La figurine du roi subsiste. Mais les autres pièces de l’échiquier perso-arabo-indien sont mal comprises par les joueurs européens. Le vizir est alors remplacé par la reine, les éléphants de guerre par les fous, les chars par les tours, tandis que les cavaliers et l’infanterie (les pions) sont conservés. Des variantes sont observées dans certaines régions en fonction du système politique en place. En Angleterre, les fous deviennent des évêques. Au XIVe siècle, Jacques de Cessoles décrira le fonctionnement de la société au travers des échecs, chaque pièce ayant sa place bien définie.

Les règles évoluent à la fin du XVe siècle. La reine gagne alors énormément en mouvement?

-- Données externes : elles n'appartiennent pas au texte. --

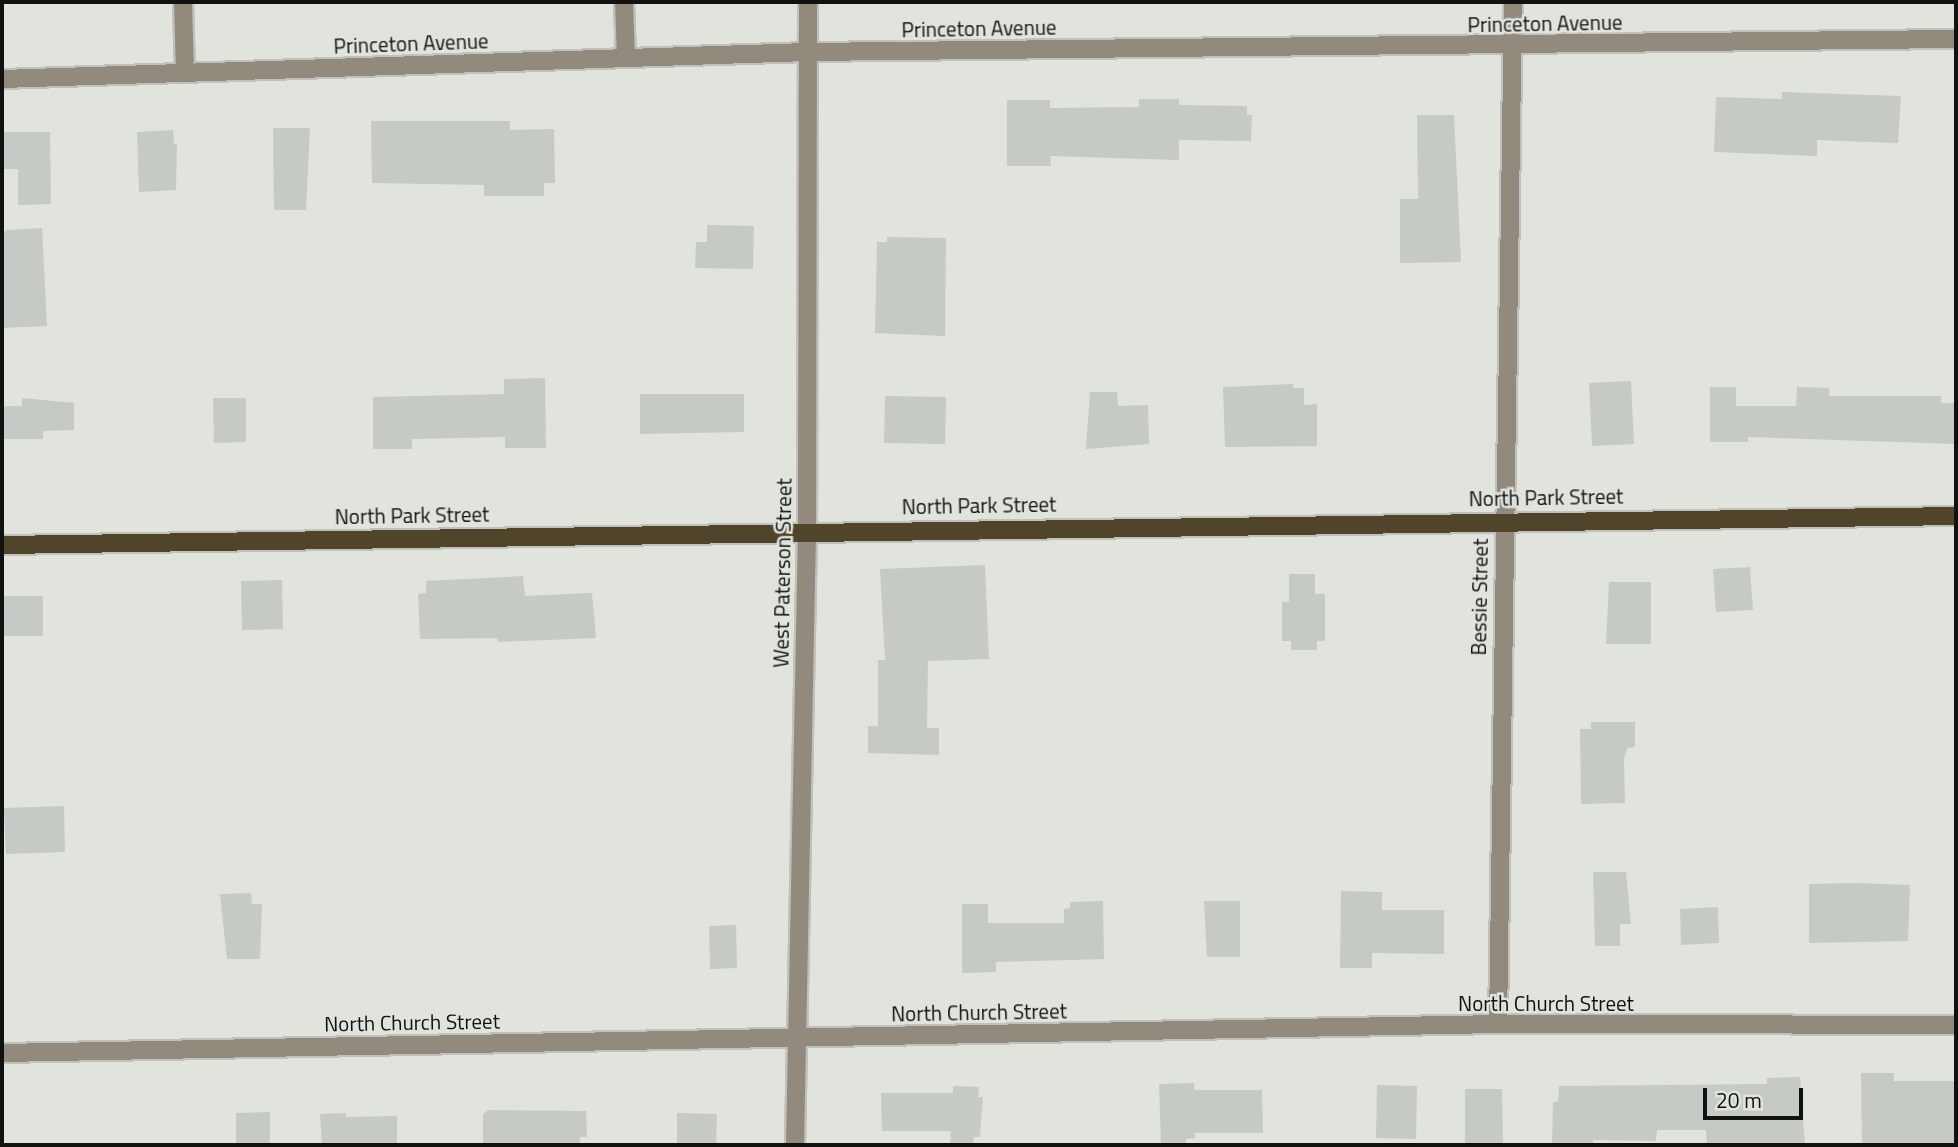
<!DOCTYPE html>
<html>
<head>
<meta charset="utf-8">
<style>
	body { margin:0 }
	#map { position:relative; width:1958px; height:1147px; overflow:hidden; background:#e1e3dd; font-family:"Titillium Web",sans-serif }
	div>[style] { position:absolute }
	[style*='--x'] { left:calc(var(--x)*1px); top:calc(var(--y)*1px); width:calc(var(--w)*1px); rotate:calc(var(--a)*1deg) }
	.building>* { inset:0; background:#c5cac5 }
	.roads { filter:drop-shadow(2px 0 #c0c1bc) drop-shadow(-2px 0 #c0c1bc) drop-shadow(0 2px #c0c1bc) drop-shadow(0 -2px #c0c1bc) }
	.minor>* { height:18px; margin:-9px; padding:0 9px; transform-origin:9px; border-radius:9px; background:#928b7d }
	.major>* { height:18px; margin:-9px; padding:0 9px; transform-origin:9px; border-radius:9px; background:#50452b }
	span { translate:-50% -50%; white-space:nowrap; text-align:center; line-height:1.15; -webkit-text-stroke:5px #e1e3dd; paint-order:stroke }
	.street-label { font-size:21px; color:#11110f }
	.frame { position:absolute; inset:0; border:4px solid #11110f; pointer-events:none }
	.scale { position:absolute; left:1703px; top:1088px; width:100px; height:32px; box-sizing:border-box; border:4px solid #11110f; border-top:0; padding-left:9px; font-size:21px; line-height:24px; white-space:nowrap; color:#11110f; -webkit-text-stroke:5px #e1e3dd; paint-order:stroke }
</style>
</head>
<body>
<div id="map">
	<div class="building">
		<div style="clip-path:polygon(1782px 92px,1901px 96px,1898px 143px,1817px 140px,1817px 156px,1714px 152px,1716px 97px,1782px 99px)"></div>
		<div style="clip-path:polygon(1139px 99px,1179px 99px,1179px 105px,1247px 106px,1247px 115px,1252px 115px,1251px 141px,1179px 140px,1179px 160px,1050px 156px,1051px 166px,1007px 166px,1007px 100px,1050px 100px,1050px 108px,1139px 107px)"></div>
		<div style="clip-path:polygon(1417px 115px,1454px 115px,1461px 262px,1400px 263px,1400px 199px,1418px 199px)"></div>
		<div style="clip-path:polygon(371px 121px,510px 121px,510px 130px,554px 129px,555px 183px,544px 183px,544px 196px,484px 196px,484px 185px,372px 183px)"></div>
		<div style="clip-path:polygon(273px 128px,310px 128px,306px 210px,274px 210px)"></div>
		<div style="clip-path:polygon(173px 130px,174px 144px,177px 144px,176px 190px,139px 192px,137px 132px)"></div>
		<div style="clip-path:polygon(2px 132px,50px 132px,51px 204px,18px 205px,18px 169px,3px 169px)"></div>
		<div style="clip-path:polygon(707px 225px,754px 226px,753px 269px,695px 268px,696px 242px,707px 242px)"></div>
		<div style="clip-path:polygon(42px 228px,47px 326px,2px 328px,2px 238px,6px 230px)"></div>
		<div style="clip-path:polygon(887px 237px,946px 238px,945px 336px,875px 333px,877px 242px,887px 242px)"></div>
		<div style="clip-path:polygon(545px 378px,546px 448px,505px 448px,505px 437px,412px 439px,412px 449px,373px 449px,373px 397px,504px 394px,504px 379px)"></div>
		<div style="clip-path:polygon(1631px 381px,1634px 444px,1592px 446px,1589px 383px)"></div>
		<div style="clip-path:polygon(1293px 384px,1293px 388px,1304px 388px,1304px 405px,1317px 404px,1317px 446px,1225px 447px,1223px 387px)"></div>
		<div style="clip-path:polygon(1710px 387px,1736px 387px,1736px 406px,1796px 406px,1797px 387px,1829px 388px,1829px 396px,1941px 396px,1941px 403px,1956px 403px,1956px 444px,1748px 437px,1748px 442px,1710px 442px)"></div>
		<div style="clip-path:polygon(1090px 392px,1117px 392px,1118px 406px,1148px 405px,1149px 444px,1086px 449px)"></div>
		<div style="clip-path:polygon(640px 394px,744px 394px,744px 432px,640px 434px)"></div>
		<div style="clip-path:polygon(885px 396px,946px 397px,945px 444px,884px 443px)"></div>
		<div style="clip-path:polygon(22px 398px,74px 403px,74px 430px,43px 431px,43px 439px,2px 439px,2px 412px,5px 406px,22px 406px)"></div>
		<div style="clip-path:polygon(213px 398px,246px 398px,246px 442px,214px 443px)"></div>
		<div style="clip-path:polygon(985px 565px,989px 659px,928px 661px,927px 728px,939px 728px,939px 755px,868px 753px,868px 726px,878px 726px,878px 660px,885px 660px,880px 569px)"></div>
		<div style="clip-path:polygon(1750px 567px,1753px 610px,1716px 612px,1713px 569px)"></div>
		<div style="clip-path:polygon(1289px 574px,1315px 574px,1315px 594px,1325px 594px,1325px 641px,1317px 641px,1317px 650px,1291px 650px,1291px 641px,1282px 641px,1282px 602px,1289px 602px)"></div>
		<div style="clip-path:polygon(523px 576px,525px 596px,592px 593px,596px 638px,498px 642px,497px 638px,420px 639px,418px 594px,426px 593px,426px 581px)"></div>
		<div style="clip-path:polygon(282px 580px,283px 629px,242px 630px,241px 581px)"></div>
		<div style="clip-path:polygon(1609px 582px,1651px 582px,1651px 644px,1606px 644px)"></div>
		<div style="clip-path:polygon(2px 596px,43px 596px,43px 636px,2px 636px)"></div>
		<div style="clip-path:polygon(1591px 722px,1635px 722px,1635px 747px,1627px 748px,1624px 759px,1625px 803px,1581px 804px,1580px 729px,1591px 729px)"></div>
		<div style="clip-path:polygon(64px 806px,65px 852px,6px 854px,4px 808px)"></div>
		<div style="clip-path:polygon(1593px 872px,1626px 872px,1631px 924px,1620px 924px,1620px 946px,1595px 946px)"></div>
		<div style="clip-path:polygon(1856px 883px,1910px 885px,1908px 941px,1809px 943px,1809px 884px)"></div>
		<div style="clip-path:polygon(1341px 891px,1382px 892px,1382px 910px,1444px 910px,1444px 954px,1372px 953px,1372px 968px,1340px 968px)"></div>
		<div style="clip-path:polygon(251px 893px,252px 904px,262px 904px,260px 959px,227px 959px,220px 894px)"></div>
		<div style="clip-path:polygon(1103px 901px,1104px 959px,996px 962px,996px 972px,962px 973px,962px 904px,988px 904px,988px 923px,1064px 923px,1064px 909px,1070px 908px,1070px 902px)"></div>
		<div style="clip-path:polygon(1204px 901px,1240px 901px,1240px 957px,1207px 957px)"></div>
		<div style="clip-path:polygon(1718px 907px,1719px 943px,1681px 945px,1680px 909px)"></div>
		<div style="clip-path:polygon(736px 925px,737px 968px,710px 969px,709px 926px)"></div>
		<div style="clip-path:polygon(1861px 1073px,1894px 1073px,1894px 1081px,1956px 1081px,1956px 1145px,1862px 1145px)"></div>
		<div style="clip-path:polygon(1800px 1077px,1805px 1145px,1707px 1145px,1706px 1130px,1657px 1130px,1656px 1141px,1593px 1140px,1593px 1145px,1552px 1145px,1553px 1102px,1558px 1102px,1559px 1086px,1767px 1084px,1767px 1078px)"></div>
		<div style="clip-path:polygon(1194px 1083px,1194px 1090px,1262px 1090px,1263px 1133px,1195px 1133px,1195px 1138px,1186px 1139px,1186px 1145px,1161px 1145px,1159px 1084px)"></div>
		<div style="clip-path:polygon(1377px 1085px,1417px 1086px,1416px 1139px,1376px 1138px)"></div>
		<div style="clip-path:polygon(953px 1086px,979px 1087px,978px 1097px,983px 1097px,980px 1137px,974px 1137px,973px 1145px,950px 1145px,951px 1131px,882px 1131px,881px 1093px,953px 1093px)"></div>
		<div style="clip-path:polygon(1465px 1089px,1502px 1089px,1503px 1145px,1465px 1145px)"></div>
		<div style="clip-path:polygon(488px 1110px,586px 1111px,587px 1137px,580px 1137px,580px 1145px,483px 1145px,483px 1114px)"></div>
		<div style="clip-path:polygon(270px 1112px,270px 1145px,236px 1145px,236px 1113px)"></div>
		<div style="clip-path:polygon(346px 1113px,346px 1117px,397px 1116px,397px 1145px,322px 1145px,320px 1114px)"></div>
		<div style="clip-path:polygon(677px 1113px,717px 1114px,716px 1145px,677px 1145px)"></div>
	</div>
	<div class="roads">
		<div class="minor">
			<div style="--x:183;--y:2;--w:71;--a:88.4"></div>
			<div style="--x:624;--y:2;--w:56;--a:88"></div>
			<div style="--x:2;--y:79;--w:805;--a:-1.92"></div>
			<div style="--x:807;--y:52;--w:1149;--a:-0.65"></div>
			<div style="--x:1498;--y:1024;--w:1022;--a:-89.16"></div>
			<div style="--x:2;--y:1053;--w:1496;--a:-1.11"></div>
			<div style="--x:1498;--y:1024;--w:458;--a:0.1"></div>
			<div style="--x:795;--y:1145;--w:615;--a:-88.88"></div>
			<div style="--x:807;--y:530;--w:528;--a:-89.89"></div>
		</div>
		<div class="major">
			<div style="--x:2;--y:545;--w:1954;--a:-0.85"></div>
		</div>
	</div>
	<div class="street-label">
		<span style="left:1545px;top:23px;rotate:-1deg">Princeton Avenue</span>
		<span style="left:979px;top:28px;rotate:-1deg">Princeton Avenue</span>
		<span style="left:411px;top:43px;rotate:-2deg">Princeton Avenue</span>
		<span style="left:1546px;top:497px;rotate:-1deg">North Park Street</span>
		<span style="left:979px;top:505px;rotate:-1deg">North Park Street</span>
		<span style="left:412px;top:515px;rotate:-1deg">North Park Street</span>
		<span style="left:782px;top:573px;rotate:-89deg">West Paterson Street</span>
		<span style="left:1479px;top:597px;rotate:-89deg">Bessie Street</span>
		<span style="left:1546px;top:1003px">North Church Street</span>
		<span style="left:979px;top:1012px;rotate:-1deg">North Church Street</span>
		<span style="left:412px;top:1022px;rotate:-1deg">North Church Street</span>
	</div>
	<div class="frame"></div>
	<div class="scale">20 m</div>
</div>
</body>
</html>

Jusque-là, la reine ne pouvait bouger que d’une case en diagonal, et le fou sauter de deux cases. Le changement intervient vers 1490 à Valence. Le premier traité décrivant ces innovations est signé par Vicent, puis copié par Lucena en Espagne et par Damiano en Italie. Ce nouveau «pouvoir» de la reine pourrait être en lien avec le règne d’Isabelle la Catholique (1474 à 1504). De fait, au XIIIe siècle déjà, le Livre des jeux du roi Alphonse X le Sage estimait que les échecs demandaient trop de temps pour être joués. Les nouvelles règles répondent donc à un véritable besoin des joueurs. Elles se sont répandues très vite et sont toujours valables aujourd’hui.

A travers l’histoire, les échecs ont séduit de nombreux chefs d’Etat. Comment expliquez-vous pareille fascination?

Ce qui fascinait les têtes couronnées, c’était surtout la symbolique du jeu. Les échecs, qui renvoyaient à des personnages bien réels, permettaient une identification, contrairement aux vulgaires pions de la marelle ou du trictrac. L’échiquier permettait aussi une approche courtoise, comme l’évoque au XVe siècle le poème catalan Scachs d’amor (Echecs d’amour). Mais au XVIIIe siècle cette fascination décline à la suite de critiques d’intellectuels comme Montaigne, qui jugent ce jeu peu ludique, chronophage et futile. Il faudra l’arrivée d’une nouvelle génération de joueurs, à l’esprit logique et réfléchi, pour que les échecs retrouvent leur attrait. Après la Révolution française, les échecs deviennent, avec le billard, les jeux phares de la bourgeoisie.